----- DATA FOR PROCESSING -----

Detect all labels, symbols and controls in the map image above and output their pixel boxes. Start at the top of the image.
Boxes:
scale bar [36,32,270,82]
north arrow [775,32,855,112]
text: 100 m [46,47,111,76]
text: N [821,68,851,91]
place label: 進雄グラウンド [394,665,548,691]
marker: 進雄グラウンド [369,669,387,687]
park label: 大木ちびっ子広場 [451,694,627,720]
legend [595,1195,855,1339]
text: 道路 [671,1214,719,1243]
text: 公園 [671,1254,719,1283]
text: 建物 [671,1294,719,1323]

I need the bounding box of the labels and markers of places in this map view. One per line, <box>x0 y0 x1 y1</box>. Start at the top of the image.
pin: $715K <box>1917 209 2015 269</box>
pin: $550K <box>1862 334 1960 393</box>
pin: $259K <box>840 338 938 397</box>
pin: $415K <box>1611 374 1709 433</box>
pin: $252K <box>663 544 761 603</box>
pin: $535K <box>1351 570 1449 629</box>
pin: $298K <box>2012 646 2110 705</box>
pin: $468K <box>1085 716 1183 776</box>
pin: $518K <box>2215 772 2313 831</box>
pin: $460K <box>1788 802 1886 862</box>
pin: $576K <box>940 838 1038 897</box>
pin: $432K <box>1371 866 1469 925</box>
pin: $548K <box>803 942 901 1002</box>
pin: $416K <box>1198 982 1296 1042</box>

-----

WHAT THIS TASK INVOLVES
Copy out the whole listing, word for word.

SOLUTION TO THIS PROBLEM
Detect all labels, symbols and controls in the map image above and output their pixel boxes. Start at the top of the image.
Boxes:
scale bar [36,32,270,82]
north arrow [775,32,855,112]
text: 100 m [46,47,111,76]
text: N [821,68,851,91]
place label: 進雄グラウンド [394,665,548,691]
marker: 進雄グラウンド [369,669,387,687]
park label: 大木ちびっ子広場 [451,694,627,720]
legend [595,1195,855,1339]
text: 道路 [671,1214,719,1243]
text: 公園 [671,1254,719,1283]
text: 建物 [671,1294,719,1323]

I need the bounding box of the labels and markers of places in this map view. One per line, <box>x0 y0 x1 y1</box>. Start at the top of the image.
pin: $715K <box>1917 209 2015 269</box>
pin: $550K <box>1862 334 1960 393</box>
pin: $259K <box>840 338 938 397</box>
pin: $415K <box>1611 374 1709 433</box>
pin: $252K <box>663 544 761 603</box>
pin: $535K <box>1351 570 1449 629</box>
pin: $298K <box>2012 646 2110 705</box>
pin: $468K <box>1085 716 1183 776</box>
pin: $518K <box>2215 772 2313 831</box>
pin: $460K <box>1788 802 1886 862</box>
pin: $576K <box>940 838 1038 897</box>
pin: $432K <box>1371 866 1469 925</box>
pin: $548K <box>803 942 901 1002</box>
pin: $416K <box>1198 982 1296 1042</box>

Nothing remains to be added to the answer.